▶ **WHAT IS EXPECTED**: In the listing below, find each line with the string "center" and report it.

▶ **RECORDS**:
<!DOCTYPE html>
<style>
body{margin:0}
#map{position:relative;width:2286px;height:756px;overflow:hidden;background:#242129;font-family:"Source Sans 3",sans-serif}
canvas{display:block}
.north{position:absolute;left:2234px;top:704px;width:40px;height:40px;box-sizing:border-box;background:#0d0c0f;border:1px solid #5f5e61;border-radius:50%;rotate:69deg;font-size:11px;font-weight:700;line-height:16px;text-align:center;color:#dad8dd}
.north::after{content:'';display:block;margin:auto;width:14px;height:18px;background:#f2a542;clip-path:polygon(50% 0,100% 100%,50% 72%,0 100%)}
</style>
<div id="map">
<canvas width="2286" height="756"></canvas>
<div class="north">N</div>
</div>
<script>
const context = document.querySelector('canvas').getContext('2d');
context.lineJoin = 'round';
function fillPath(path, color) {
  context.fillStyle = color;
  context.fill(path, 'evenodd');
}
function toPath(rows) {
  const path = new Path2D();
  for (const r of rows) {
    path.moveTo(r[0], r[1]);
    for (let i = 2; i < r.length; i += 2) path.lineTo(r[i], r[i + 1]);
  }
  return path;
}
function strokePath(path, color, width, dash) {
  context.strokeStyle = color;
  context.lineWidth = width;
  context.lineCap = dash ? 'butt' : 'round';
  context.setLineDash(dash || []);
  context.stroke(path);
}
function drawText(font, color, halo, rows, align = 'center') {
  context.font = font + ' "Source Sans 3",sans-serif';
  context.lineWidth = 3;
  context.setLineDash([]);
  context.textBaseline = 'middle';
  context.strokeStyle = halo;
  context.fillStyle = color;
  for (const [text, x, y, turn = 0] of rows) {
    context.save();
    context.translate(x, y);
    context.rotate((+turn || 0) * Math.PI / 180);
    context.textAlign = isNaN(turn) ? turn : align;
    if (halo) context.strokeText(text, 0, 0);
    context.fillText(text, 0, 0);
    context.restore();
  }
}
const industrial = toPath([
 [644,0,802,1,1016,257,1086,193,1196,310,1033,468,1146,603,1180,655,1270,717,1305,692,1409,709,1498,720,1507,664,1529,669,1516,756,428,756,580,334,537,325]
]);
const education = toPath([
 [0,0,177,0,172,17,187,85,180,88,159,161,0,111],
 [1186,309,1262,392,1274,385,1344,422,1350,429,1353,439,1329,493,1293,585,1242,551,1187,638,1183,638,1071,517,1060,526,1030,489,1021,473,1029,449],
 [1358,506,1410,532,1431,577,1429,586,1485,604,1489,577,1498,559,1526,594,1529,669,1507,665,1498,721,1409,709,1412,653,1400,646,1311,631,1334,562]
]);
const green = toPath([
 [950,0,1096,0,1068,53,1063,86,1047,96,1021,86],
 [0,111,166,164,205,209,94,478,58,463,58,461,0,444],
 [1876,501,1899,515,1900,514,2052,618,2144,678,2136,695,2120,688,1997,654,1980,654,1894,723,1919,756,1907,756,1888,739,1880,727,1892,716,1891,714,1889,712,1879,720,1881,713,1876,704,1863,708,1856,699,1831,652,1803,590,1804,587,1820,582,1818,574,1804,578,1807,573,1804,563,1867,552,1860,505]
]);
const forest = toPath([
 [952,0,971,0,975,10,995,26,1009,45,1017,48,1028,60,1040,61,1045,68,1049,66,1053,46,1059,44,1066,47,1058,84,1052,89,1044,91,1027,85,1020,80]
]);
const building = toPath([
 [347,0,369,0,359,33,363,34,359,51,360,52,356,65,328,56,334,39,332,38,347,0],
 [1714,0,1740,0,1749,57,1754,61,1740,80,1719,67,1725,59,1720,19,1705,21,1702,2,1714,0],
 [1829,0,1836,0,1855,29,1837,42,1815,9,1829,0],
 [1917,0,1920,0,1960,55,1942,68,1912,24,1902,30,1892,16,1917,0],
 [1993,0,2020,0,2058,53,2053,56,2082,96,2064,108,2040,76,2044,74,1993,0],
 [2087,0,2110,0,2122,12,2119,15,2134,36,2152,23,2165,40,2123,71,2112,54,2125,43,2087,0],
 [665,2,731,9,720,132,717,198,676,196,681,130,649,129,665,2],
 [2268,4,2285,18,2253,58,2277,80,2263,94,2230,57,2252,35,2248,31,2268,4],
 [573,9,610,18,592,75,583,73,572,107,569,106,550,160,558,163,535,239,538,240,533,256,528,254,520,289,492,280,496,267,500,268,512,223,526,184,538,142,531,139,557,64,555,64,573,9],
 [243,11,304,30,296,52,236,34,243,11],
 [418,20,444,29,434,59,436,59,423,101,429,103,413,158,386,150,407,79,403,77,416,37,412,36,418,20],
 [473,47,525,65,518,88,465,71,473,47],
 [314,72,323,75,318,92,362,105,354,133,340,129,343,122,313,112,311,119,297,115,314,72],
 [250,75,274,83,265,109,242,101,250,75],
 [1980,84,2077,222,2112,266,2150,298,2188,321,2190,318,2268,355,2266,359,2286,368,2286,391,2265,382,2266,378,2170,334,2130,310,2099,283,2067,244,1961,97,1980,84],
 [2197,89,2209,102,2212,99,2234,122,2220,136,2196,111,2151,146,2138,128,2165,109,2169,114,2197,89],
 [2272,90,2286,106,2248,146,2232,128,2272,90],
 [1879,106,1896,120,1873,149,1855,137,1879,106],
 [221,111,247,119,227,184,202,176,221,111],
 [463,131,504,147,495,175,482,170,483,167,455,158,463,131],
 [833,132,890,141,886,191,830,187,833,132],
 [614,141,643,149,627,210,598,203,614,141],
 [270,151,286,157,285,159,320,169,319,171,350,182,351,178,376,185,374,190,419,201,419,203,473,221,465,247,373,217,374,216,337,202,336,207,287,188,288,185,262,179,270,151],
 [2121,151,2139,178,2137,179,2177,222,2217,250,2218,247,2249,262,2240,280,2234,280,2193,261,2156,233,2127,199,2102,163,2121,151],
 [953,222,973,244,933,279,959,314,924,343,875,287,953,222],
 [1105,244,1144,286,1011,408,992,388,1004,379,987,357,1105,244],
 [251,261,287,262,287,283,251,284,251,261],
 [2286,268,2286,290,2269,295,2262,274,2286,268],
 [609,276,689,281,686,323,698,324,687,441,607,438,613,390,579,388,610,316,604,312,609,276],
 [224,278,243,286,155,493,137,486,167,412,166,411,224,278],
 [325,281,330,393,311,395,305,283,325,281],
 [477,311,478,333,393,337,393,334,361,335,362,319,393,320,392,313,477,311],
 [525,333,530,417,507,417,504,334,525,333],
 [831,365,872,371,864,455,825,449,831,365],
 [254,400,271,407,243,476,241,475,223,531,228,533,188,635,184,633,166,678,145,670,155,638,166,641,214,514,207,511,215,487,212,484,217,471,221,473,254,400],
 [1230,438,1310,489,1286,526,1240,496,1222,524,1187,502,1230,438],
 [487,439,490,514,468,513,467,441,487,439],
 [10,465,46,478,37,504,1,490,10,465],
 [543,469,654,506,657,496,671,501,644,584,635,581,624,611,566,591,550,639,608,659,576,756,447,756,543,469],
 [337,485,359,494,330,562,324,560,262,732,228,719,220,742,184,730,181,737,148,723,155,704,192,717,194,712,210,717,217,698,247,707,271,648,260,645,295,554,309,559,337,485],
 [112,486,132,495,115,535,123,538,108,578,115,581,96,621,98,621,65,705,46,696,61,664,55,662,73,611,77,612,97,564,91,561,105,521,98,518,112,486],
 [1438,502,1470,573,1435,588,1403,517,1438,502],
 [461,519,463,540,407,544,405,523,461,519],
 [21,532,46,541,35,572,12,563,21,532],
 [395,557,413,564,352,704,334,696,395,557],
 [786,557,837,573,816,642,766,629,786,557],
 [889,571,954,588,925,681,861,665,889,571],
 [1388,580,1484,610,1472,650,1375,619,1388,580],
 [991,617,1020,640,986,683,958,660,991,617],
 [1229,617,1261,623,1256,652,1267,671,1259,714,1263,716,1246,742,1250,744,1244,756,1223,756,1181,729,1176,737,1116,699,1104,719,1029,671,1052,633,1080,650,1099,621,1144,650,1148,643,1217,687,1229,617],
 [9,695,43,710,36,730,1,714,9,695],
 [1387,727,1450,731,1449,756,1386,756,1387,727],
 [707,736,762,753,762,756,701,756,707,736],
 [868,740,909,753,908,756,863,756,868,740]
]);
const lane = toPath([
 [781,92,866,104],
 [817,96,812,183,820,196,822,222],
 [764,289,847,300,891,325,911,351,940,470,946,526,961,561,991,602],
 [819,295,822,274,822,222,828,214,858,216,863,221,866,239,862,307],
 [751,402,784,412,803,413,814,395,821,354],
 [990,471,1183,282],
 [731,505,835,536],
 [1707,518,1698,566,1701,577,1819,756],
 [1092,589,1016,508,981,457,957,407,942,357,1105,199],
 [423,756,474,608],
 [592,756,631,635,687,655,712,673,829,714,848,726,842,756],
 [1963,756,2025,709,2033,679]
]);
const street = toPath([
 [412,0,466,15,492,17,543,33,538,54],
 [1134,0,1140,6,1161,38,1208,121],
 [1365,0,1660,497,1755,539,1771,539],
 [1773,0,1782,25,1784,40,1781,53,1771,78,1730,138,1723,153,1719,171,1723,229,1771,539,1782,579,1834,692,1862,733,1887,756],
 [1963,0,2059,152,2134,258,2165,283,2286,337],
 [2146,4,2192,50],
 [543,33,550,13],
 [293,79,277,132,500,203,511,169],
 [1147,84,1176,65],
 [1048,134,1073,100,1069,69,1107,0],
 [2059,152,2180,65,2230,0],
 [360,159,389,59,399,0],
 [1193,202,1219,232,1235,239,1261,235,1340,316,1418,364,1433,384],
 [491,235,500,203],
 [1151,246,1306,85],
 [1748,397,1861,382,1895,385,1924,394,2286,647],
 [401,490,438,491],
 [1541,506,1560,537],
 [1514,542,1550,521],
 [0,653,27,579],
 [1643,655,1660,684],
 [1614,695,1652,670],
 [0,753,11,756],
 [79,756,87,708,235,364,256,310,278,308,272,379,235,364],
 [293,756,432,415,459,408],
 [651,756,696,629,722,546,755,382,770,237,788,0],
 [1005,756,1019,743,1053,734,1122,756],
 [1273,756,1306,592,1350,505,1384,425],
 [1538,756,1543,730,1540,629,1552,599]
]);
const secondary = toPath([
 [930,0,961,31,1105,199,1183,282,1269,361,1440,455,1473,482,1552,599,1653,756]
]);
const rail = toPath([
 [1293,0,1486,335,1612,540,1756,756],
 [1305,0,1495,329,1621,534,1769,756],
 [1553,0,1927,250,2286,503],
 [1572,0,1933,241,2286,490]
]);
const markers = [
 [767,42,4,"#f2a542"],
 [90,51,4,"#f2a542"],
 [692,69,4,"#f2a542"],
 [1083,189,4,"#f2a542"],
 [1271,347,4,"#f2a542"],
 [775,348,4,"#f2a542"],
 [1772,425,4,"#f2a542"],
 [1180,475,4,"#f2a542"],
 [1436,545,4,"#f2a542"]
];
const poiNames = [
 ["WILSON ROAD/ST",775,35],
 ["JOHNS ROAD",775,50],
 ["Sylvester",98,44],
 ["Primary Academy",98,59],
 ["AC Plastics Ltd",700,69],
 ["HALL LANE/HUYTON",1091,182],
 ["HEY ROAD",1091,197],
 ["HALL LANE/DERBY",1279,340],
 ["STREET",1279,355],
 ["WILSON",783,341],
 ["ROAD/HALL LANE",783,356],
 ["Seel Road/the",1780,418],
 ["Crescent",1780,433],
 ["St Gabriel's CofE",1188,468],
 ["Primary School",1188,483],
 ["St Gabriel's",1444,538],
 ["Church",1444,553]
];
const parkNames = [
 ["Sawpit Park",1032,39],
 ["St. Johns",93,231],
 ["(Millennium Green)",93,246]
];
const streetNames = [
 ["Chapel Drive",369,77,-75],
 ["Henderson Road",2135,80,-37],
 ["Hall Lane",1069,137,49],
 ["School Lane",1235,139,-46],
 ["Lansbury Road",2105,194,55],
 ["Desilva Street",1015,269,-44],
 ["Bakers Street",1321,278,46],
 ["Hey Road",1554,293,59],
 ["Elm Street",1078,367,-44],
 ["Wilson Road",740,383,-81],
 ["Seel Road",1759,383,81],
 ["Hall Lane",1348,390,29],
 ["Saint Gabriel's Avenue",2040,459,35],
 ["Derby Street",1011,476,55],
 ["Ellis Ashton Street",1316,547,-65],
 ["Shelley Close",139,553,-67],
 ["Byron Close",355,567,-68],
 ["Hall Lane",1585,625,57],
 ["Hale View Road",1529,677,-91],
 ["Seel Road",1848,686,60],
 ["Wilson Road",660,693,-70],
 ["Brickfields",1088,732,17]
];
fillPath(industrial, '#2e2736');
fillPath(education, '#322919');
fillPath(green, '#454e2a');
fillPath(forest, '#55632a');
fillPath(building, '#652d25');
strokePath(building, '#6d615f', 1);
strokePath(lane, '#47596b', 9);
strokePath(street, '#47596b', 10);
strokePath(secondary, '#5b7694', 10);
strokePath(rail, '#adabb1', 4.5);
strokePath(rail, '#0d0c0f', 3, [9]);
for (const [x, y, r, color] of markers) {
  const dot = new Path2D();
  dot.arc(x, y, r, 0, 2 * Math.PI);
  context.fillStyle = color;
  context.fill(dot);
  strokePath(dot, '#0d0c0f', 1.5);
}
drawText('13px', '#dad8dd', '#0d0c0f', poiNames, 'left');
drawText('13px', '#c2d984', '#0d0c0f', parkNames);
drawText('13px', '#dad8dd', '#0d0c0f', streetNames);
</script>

▶ **EXPECTED ANSWER**:
.north{position:absolute;left:2234px;top:704px;width:40px;height:40px;box-sizing:border-box;background:#0d0c0f;border:1px solid #5f5e61;border-radius:50%;rotate:69deg;font-size:11px;font-weight:700;line-height:16px;text-align:center;color:#dad8dd}
function drawText(font, color, halo, rows, align = 'center') {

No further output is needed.